Beneath this instruction is a listing; print exactly the lines in it starting at the line that contains "translate:-100% -50%; text-align:right" and going through the line that contains "position:absolute; left:778px; top:1998px;".

*** Opening of Materials provided ***

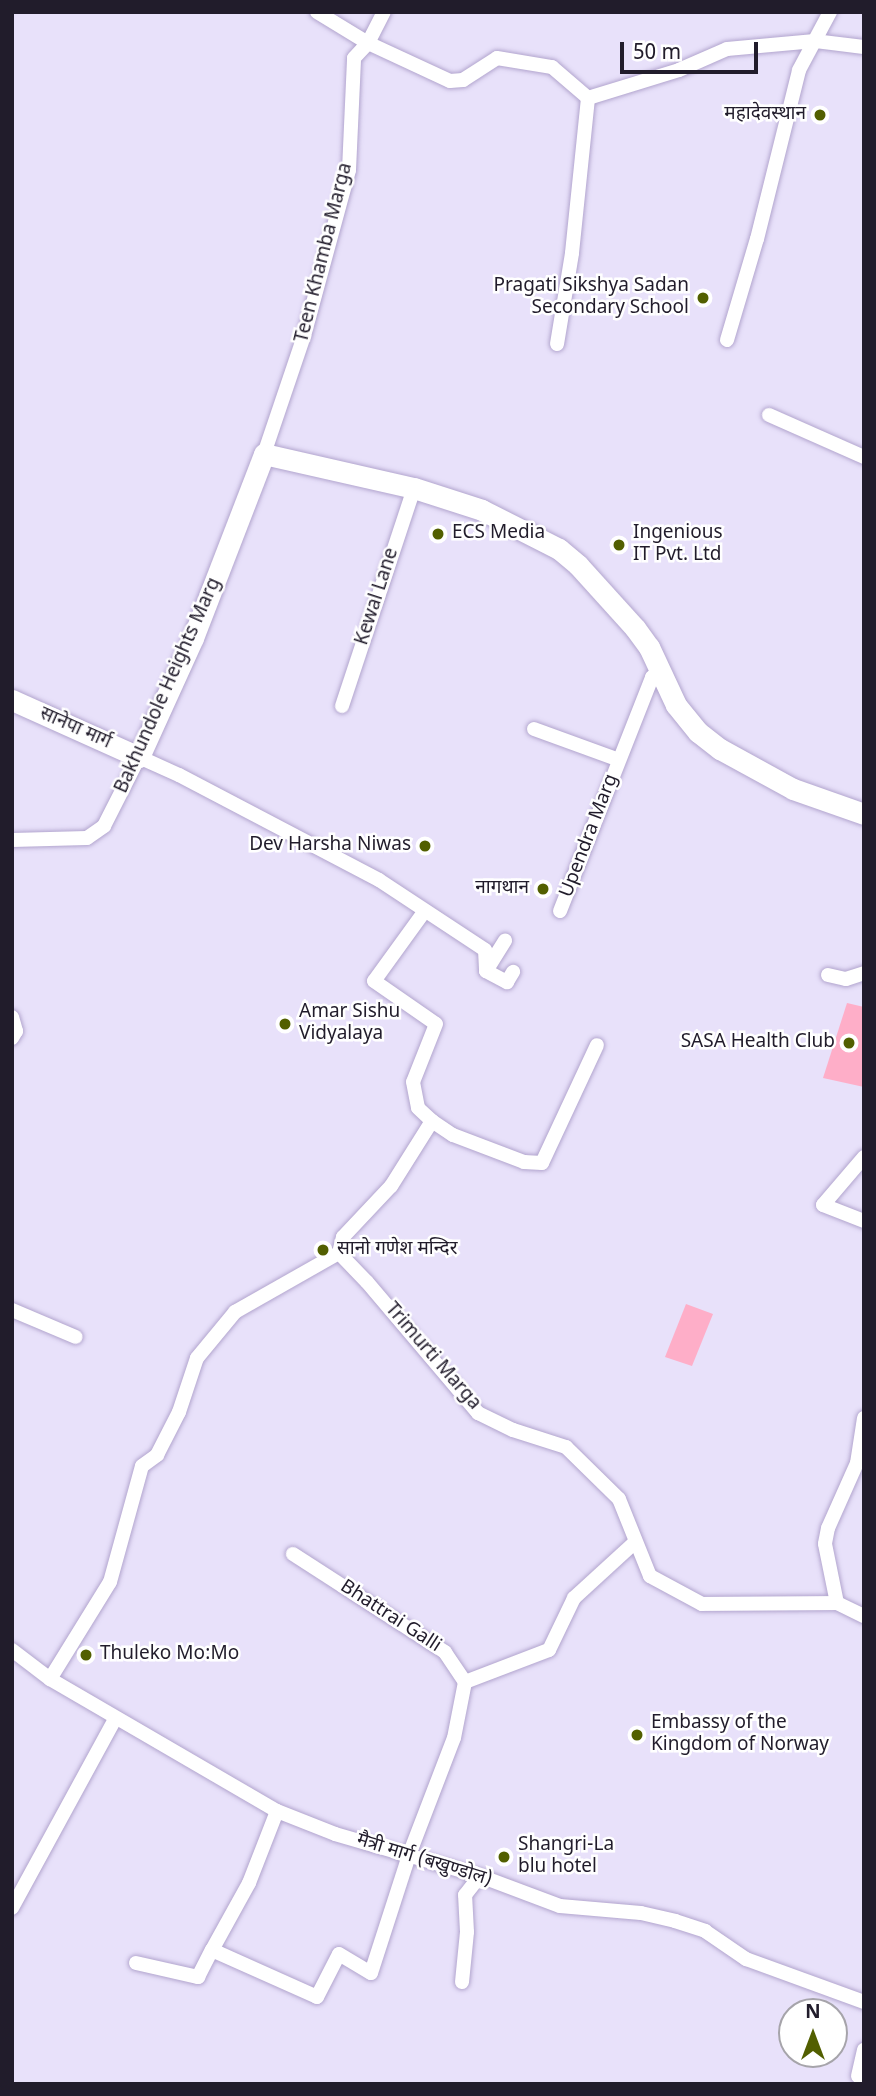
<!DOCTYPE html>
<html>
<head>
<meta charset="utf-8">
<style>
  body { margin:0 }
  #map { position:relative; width:876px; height:2096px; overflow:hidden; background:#e8e1fa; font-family:Georgia,"Noto Sans Devanagari",serif }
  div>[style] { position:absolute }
  .green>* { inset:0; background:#feaec8 }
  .roads { filter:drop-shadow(0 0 2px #b2a5ce) drop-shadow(0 0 2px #b2a5ce) }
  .minor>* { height:14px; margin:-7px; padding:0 7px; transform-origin:7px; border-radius:7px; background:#fff }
  .secondary>* { height:21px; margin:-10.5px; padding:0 10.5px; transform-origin:10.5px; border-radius:10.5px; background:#fff }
  .dots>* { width:19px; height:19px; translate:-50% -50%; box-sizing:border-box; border:4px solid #fff; border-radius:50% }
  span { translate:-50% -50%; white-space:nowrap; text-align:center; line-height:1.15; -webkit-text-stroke:5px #fff; paint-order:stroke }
  .poi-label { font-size:19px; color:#211c2b }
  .right { translate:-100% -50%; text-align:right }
  .left { translate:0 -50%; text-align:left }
  .street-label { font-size:19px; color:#211c2b }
  .frame { position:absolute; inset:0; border:14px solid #211c2b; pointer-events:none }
  .north { position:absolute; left:778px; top:1998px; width:70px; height:70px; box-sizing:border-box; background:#fff; border:2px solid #a6a4aa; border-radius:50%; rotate:0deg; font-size:19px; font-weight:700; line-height:28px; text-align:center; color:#211c2b }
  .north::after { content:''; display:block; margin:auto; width:24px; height:32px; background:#525f00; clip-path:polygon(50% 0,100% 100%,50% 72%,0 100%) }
  .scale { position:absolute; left:620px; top:42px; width:138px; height:32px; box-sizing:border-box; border:4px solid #211c2b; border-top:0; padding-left:9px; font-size:21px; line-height:24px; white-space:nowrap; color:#211c2b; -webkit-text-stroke:5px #fff; paint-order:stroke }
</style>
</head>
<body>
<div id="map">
  <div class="green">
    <div style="clip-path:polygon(847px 1003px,864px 1007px,864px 1087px,823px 1078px)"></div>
    <div style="clip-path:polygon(686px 1304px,713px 1314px,692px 1366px,665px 1357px)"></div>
  </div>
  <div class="roads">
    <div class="minor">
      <div style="left:317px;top:12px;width:60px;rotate:31.3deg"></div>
      <div style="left:368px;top:43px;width:90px;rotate:24.9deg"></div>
      <div style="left:450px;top:81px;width:13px;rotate:-4deg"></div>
      <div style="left:463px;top:80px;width:40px;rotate:-32.9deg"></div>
      <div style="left:497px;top:58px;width:56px;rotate:9.3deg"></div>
      <div style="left:552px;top:67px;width:48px;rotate:40.7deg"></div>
      <div style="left:588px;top:98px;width:95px;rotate:-17.1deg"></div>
      <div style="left:679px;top:70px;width:52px;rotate:-23.6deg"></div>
      <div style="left:727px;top:49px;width:88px;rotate:-5.2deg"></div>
      <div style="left:815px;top:41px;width:49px;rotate:7deg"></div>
      <div style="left:727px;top:340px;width:105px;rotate:-73.5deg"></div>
      <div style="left:757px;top:239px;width:174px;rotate:-76deg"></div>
      <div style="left:799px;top:70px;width:66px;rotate:-61.9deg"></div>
      <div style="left:557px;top:344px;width:92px;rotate:-80.6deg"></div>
      <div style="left:572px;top:253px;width:156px;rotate:-84.1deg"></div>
      <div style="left:769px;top:415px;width:104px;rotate:23.9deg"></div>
      <div style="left:264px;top:454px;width:125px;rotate:-71.3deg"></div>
      <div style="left:304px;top:336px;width:172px;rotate:-74.8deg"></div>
      <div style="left:349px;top:170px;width:112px;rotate:-87.4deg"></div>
      <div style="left:354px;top:58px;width:21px;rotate:-47deg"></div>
      <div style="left:368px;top:43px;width:35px;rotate:-63deg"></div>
      <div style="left:342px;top:706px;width:230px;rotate:-71.7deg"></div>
      <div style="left:534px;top:729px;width:90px;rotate:20deg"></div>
      <div style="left:12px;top:840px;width:75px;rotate:-1.5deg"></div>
      <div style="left:87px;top:838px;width:21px;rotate:-35deg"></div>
      <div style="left:104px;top:826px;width:77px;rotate:-63.1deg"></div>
      <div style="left:139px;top:757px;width:44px;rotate:24.2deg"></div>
      <div style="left:179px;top:775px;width:226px;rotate:27.7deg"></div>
      <div style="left:379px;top:880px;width:127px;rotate:33.4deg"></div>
      <div style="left:485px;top:950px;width:21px;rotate:87deg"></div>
      <div style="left:486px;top:971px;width:24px;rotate:28deg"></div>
      <div style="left:507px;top:982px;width:12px;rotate:-59deg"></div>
      <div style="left:560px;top:911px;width:251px;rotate:-68.5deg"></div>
      <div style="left:652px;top:677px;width:11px;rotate:-34deg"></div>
      <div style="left:424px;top:912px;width:85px;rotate:125.9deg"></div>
      <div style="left:374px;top:981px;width:75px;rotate:34.7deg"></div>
      <div style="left:436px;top:1024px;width:62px;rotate:111.6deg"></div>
      <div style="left:413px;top:1082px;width:26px;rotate:79deg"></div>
      <div style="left:418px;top:1108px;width:19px;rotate:43deg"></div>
      <div style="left:432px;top:1121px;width:25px;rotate:34deg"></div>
      <div style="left:453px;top:1135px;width:76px;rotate:20.8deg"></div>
      <div style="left:524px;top:1162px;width:18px;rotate:3deg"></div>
      <div style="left:542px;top:1163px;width:130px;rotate:-65deg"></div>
      <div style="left:486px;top:971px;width:36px;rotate:-58deg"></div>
      <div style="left:828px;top:975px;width:18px;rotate:13deg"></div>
      <div style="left:846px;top:979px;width:19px;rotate:-18deg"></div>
      <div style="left:12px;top:1017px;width:15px;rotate:74deg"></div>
      <div style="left:16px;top:1031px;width:8px;rotate:120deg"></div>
      <div style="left:432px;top:1121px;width:77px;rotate:122.2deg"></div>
      <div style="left:391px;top:1186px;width:70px;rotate:133.3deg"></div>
      <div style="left:343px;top:1237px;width:16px;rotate:104deg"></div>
      <div style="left:339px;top:1253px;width:40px;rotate:46deg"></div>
      <div style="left:367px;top:1282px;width:172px;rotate:49.7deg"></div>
      <div style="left:478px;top:1413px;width:39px;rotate:26deg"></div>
      <div style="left:513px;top:1430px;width:56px;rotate:17.8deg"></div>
      <div style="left:566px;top:1447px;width:74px;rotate:44.5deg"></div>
      <div style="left:619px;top:1499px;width:83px;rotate:68.1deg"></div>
      <div style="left:650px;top:1576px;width:59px;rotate:28.3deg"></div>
      <div style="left:702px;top:1604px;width:135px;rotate:-0.4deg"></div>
      <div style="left:864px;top:1157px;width:63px;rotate:130.5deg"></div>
      <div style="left:823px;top:1205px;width:44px;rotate:21.3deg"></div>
      <div style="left:12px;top:1310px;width:69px;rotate:22.9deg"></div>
      <div style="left:864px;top:1418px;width:46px;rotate:98.8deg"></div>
      <div style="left:857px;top:1463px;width:71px;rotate:114deg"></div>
      <div style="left:828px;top:1528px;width:16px;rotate:101deg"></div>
      <div style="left:825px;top:1544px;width:60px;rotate:78.5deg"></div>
      <div style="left:837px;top:1603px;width:30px;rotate:26deg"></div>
      <div style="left:12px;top:1650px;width:48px;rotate:37.3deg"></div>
      <div style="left:50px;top:1679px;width:263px;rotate:30.2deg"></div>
      <div style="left:277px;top:1811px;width:62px;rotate:21.6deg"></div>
      <div style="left:335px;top:1834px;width:151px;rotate:16.2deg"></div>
      <div style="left:480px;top:1876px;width:85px;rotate:20.6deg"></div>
      <div style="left:560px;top:1906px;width:81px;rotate:4.9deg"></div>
      <div style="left:641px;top:1913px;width:35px;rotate:13deg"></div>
      <div style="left:675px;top:1921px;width:32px;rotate:18deg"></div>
      <div style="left:705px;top:1931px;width:50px;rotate:34.3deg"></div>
      <div style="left:746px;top:1959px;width:126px;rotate:20deg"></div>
      <div style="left:50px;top:1679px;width:114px;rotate:-58.3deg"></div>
      <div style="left:110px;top:1582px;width:120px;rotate:-74.6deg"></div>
      <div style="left:142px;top:1466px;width:19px;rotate:-36deg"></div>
      <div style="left:157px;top:1455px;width:48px;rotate:-62.9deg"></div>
      <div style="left:179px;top:1412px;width:57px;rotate:-71.6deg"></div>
      <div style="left:197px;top:1358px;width:60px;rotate:-50.4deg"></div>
      <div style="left:235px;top:1312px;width:120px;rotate:-29.6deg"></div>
      <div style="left:465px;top:1682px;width:90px;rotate:-20.9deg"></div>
      <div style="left:549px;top:1650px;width:58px;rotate:-64.3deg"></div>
      <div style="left:574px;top:1598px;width:81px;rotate:-42.5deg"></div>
      <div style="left:12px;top:1908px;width:215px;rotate:-61.4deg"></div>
      <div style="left:212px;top:1950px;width:77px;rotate:-61.1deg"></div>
      <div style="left:249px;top:1883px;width:77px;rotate:-68.7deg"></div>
      <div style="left:136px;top:1963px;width:64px;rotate:12.7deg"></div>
      <div style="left:198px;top:1977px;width:30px;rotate:-63deg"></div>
      <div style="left:212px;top:1950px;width:115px;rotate:24.1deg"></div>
      <div style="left:317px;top:1997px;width:48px;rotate:-62.9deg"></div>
      <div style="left:339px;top:1954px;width:37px;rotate:31deg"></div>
      <div style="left:371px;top:1973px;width:124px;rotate:-72.1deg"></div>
      <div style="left:409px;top:1855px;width:125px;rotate:-69deg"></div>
      <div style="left:454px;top:1738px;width:57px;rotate:-78.9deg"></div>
      <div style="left:465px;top:1682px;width:36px;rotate:-124deg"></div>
      <div style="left:445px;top:1652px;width:181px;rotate:-147.2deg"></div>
      <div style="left:462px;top:1982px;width:50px;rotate:-84.3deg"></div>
      <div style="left:467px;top:1932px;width:37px;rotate:-93deg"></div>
      <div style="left:465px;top:1895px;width:24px;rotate:-52deg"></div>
      <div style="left:858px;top:2076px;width:27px;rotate:-77deg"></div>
    </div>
    <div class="secondary">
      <div style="left:12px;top:700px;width:139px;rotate:24.2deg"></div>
      <div style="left:139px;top:757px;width:131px;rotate:-65.6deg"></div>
      <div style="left:193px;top:638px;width:197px;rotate:-68.9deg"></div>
      <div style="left:264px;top:454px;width:154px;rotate:12.8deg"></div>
      <div style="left:414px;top:488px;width:71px;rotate:17.9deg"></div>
      <div style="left:482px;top:510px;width:86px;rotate:26.9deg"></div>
      <div style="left:559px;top:549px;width:25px;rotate:40deg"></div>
      <div style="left:578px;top:565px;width:85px;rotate:47.9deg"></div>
      <div style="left:635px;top:628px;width:24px;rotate:54deg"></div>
      <div style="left:649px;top:647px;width:64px;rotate:65deg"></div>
      <div style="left:676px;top:705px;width:35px;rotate:51deg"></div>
      <div style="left:698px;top:732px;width:28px;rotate:38deg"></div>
      <div style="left:720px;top:749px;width:83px;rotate:28.7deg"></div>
      <div style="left:793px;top:789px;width:75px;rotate:19.4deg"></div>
    </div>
  </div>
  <div class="dots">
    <div style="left:820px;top:115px;background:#525f00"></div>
    <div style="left:703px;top:298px;background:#525f00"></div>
    <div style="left:438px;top:534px;background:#525f00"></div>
    <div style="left:619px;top:545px;background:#525f00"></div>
    <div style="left:425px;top:846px;background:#525f00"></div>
    <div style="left:543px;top:889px;background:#525f00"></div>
    <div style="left:285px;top:1024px;background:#525f00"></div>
    <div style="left:849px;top:1043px;background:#525f00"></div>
    <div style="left:323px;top:1250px;background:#525f00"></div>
    <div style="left:86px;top:1655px;background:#525f00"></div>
    <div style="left:637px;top:1735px;background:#525f00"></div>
    <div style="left:504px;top:1857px;background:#525f00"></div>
  </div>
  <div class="poi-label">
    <span class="right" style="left:806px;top:115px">महादेवस्थान</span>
    <span class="right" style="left:689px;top:298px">Pragati Sikshya Sadan<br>Secondary School</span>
    <span class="left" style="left:452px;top:534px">ECS Media</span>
    <span class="left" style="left:633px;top:545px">Ingenious<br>IT Pvt. Ltd</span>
    <span class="right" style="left:411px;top:846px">Dev Harsha Niwas</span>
    <span class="right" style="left:529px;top:889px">नागथान</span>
    <span class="left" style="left:299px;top:1024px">Amar Sishu<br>Vidyalaya</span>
    <span class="right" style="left:835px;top:1043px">SASA Health Club</span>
    <span class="left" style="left:337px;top:1250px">सानो गणेश मन्दिर</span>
    <span class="left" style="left:100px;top:1655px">Thuleko Mo:Mo</span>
    <span class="left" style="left:651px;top:1735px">Embassy of the<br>Kingdom of Norway</span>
    <span class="left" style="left:518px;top:1857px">Shangri-La<br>blu hotel</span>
  </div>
  <div class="street-label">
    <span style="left:325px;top:253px;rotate:-76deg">Teen Khamba Marga</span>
    <span style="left:378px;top:597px;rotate:-72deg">Kewal Lane</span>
    <span style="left:169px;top:686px;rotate:-66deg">Bakhundole Heights Marg</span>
    <span style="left:75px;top:729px;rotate:24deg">सानेपा मार्ग</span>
    <span style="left:590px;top:836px;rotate:-69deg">Upendra Marg</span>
    <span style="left:432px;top:1357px;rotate:49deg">Trimurti Marga</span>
    <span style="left:390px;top:1617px;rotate:33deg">Bhattrai Galli</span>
    <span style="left:424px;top:1861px;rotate:17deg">मैत्री मार्ग (बखुण्डोल)</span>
  </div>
  <div class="frame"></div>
  <div class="north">N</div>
  <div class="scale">50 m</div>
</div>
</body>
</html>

*** Close of Materials provided ***

*Your solution*.
  .right { translate:-100% -50%; text-align:right }
  .left { translate:0 -50%; text-align:left }
  .street-label { font-size:19px; color:#211c2b }
  .frame { position:absolute; inset:0; border:14px solid #211c2b; pointer-events:none }
  .north { position:absolute; left:778px; top:1998px; width:70px; height:70px; box-sizing:border-box; background:#fff; border:2px solid #a6a4aa; border-radius:50%; rotate:0deg; font-size:19px; font-weight:700; line-height:28px; text-align:center; color:#211c2b }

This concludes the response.